Mapping

relevant docs

Mapping defines the structure of documents, ie their fields and their data types.

here

We can either:

  1. Define custom mappings, OR
  2. Let ES generate mappings for us

Data types

Available data types are here.

We have typical data types like text, float, integer, boolean etc. But there are specific data types in ES that power specific use cases that are of interest:

Object

Objects may be nested to form a hierarchy. Instead of defining the type, ES instead defines a properties for the object:

objects data type

Arrays of objects

ES flattens arrays of objects, which can cause some issues.

E.g

{
  "group" : "fans",
  "user" : [
    {
      "first" : "John",
      "last" :  "Smith"
    },
    {
      "first" : "Alice",
      "last" :  "White"
    }
  ]
}

Is flattened to

{
  "group" :        "fans",
  "user.first" : [ "alice", "john" ],
  "user.last" :  [ "smith", "white" ]
}

And we lose relationships between fields.

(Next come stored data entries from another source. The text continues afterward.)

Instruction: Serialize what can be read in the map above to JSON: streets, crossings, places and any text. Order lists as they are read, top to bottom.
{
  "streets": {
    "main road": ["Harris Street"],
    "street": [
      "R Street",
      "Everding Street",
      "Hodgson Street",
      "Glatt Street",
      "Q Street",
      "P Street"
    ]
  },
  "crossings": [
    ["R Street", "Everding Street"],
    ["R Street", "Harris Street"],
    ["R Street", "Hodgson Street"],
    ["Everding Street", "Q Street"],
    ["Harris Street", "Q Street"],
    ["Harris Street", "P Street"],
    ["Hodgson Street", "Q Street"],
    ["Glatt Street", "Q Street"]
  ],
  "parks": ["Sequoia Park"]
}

To solve this we can define the object type as Nested. Read more here.

Nested objects are hidden in the background

Keyword

reference

keyword is used for exact value matching. This is used for filtering, sorting and aggregating docs.

We can't use keyword fields for full text search. For keyword fields, a different analyzer is used, called the "keyword" analyzer. This is a noop analyzer, meaning it just re-outputs the string as a single token. This is because it's intended for exact matching.

You can still configure the analyzer, however, for example to lowercase keyword fields.

If you want a field to be of both type keyword and text, you can achieve this using the fields mapping parameter.

Type coercion

With dynamic mapping, ES will do type coercion. For example the string "7.4" will be converted to a float.